Les gaz thermogéniques ont une dénomination bien particulière : ce sont des gaz conventionnels, car ils se trouvent dans des poches facilement accessibles, ce qui permet un forage vertical. À l’inverse, certains gaz naturels se forment par des procédés différents et sont difficilement accessibles. Ce sont des gaz « non conventionnels ». Voici la liste des gaz que l’on trouve sous terre :

Type de gazConventionnelNon-conventionnel
Gaz non associé
Gaz associé
Gaz de réservoir compact
Gaz de houille (de charbon)
Gaz de schiste
Hydrates de méthane
Schéma du sol montrant les zones de gaz conventionnel et non conventionnel
Source : Agence internationale de l’énergie

Les gaz conventionnels

Ces gaz ont un gros point commun : avec plus de 90 % de méthane, ils ont la même composition. On y trouve aussi d’autres hydrocarbures comme :

  • l’heptane (C7H16) ;
  • le dioxyde de carbone (CO2) ;
  • le sulfure d’hydrogène (H2S) ;
  • le diazote (N2) ;
  • de l’hélium (He) ;
  • du mercure (Hg) ;
  • de l’argon (Ar) ;
  • etc.

La deuxième caractéristique qui les place dans la famille des gaz conventionnels, c’est leur emplacement, et plus précisément la facilité pour y accéder. Car avec un simple forage vertical, il est possible pour l’homme d’extraire deux gaz différents :

  • du gaz naturel conventionnel associé ;
  • du gaz naturel conventionnel non associé.

Le gaz naturel conventionnel non associé

Ce gaz est la forme la plus exploitée. Il est issu de la pyrolyse du kérogène et extrait depuis une plateforme de forage (en haut à gauche sur le schéma). Son exploitation est donc plus facile puisqu’elle ne requiert aucun forage complexe. On le trouve aussi dans les gisements de pétrole, à la différence près qu’il ne se mélange pas avec.

Le gaz naturel conventionnel associé

Ici, c’est la pyrolyse du pétrole (lui-même issu de la pyrolyse du kérogène) qui permet d’obtenir un gaz naturel en le séparant lors de la phase de l’extraction. Il a longtemps été brûlé car considéré comme un déchet (au détriment du pétrole) mais désormais, il est valorisé pour faire fonctionner le système de forage du pétrole.

Les gaz non-conventionnels

À l’inverse, les gaz non-conventionnels demandent des méthodes d’extraction plus complexes, car ils sont retenus dans des poches fines et peu perméables. Le gaz de houille, le gaz de réservoir compact, le gaz de charbon et les hydrates de méthanes sont aujourd’hui des gaz très convoités.
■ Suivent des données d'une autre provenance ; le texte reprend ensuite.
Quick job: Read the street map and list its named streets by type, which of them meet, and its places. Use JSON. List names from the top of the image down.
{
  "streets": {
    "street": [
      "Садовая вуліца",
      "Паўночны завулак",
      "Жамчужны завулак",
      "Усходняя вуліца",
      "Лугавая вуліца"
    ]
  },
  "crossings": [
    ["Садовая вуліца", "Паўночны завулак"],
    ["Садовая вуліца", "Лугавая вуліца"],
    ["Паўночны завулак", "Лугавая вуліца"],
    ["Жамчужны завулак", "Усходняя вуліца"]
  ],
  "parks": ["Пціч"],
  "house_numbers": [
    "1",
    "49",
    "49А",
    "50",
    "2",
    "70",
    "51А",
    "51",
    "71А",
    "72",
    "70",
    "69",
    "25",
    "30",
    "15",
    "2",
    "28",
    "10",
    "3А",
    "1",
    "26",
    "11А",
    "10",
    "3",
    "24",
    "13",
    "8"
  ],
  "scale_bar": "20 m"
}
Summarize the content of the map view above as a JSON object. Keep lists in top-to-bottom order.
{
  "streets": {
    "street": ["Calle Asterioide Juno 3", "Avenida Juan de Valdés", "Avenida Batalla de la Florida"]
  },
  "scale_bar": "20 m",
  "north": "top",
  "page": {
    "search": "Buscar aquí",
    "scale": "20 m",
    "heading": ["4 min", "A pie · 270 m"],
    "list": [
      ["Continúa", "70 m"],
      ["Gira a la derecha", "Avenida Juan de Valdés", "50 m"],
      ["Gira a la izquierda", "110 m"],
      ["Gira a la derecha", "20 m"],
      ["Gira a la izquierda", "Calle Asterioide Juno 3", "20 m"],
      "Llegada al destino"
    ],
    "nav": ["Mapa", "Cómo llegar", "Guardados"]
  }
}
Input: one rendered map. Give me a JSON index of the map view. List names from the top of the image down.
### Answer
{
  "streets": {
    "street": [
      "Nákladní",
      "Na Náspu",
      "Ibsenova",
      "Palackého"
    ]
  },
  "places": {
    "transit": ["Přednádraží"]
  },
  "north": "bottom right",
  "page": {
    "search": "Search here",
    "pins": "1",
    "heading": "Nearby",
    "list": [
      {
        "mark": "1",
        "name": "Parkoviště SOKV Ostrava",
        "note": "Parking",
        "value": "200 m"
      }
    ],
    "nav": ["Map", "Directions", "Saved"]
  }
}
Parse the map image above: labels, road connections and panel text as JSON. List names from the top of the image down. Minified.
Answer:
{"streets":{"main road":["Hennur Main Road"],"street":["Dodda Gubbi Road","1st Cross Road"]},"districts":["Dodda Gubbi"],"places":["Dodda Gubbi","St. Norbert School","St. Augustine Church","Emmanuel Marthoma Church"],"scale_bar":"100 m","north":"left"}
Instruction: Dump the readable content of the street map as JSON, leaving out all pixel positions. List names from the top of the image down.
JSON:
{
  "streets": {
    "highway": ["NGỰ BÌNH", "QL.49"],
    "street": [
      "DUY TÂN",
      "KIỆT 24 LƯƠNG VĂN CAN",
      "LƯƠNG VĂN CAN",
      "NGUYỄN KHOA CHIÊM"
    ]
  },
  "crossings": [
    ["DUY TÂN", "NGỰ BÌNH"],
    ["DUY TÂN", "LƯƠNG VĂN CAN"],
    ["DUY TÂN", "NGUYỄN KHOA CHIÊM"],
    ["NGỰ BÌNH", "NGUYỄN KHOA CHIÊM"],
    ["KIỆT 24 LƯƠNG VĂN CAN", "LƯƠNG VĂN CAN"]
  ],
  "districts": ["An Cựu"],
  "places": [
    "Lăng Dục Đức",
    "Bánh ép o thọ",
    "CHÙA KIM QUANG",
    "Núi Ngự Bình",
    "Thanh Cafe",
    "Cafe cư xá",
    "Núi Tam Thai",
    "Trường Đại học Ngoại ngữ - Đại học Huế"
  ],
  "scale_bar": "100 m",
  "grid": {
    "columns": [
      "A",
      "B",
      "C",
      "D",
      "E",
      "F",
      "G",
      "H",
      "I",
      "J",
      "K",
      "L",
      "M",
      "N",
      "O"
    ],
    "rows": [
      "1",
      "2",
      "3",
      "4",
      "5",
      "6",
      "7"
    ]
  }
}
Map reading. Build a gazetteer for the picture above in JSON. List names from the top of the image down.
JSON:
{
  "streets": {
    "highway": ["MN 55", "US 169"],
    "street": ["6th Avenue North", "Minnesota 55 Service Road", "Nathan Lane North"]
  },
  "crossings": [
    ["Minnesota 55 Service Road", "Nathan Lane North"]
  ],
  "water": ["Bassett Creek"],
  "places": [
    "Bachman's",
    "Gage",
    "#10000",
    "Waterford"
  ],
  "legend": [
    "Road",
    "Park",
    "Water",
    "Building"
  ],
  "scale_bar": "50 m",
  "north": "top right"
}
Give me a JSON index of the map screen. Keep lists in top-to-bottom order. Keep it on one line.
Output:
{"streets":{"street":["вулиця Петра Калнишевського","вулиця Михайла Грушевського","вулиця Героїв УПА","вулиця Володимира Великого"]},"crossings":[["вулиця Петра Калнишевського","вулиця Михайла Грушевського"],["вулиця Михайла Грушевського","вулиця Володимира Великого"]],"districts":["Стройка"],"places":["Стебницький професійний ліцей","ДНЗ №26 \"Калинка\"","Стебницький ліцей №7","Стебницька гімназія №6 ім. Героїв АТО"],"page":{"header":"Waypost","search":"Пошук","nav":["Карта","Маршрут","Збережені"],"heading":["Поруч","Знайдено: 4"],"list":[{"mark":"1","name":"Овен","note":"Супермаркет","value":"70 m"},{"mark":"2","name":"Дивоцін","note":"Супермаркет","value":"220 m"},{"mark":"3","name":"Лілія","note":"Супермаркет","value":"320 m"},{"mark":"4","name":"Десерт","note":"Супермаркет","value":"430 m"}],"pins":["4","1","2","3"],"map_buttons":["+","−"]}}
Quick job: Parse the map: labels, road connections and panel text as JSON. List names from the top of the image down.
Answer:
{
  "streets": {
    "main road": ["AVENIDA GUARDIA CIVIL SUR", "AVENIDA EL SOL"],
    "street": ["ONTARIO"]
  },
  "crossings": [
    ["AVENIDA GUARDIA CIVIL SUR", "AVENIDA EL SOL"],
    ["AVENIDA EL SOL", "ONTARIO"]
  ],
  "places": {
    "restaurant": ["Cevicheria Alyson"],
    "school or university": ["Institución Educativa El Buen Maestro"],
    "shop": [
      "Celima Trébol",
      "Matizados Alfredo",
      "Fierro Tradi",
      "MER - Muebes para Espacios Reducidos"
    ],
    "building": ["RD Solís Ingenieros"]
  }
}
Le gaz de réservoir compact

La particularité de ce gaz est qu’il se trouve dans des petites couches très peu poreuses et perméables, ce qui rend difficile son extraction car il demande un forage horizontal et une fracturation hydraulique (injection d’un fluide à haute pression pour fissurer le schiste). À titre de comparaison, la préparation d’un puits représente 15 % du coût total d’exploitation pour un forage vertical tandis qu’il représente 60 % pour une poche de gaz de réservoir compact.

Toutefois, l’Agence internationale de l’énergie estime que le volume des réserves recouvrables s’élève à 76 000 milliards de m3 de gaz. Assez pour donner à l’humanité 23 ans de consommation de gaz. Il reste donc un gaz qui attire les convoitises.

Le gaz de houille

La houille est une roche carbonée sédimentaire que l’on connaît sous le nom de charbon. Ce dernier n’est pas à confondre avec le gaz manufacturé de houille, obtenu par pyrolyse et utilisé autrefois comme gaz de ville. Ce gaz reste emprisonné dans des gisements de charbon et contient beaucoup de méthane, ce qui en fait un gaz dangereux et peu exploité.

Le gaz de schiste

C’est à une profondeur située entre 1 500 et 3 000 mètres que se trouve un autre gaz controversé : le gaz de schiste.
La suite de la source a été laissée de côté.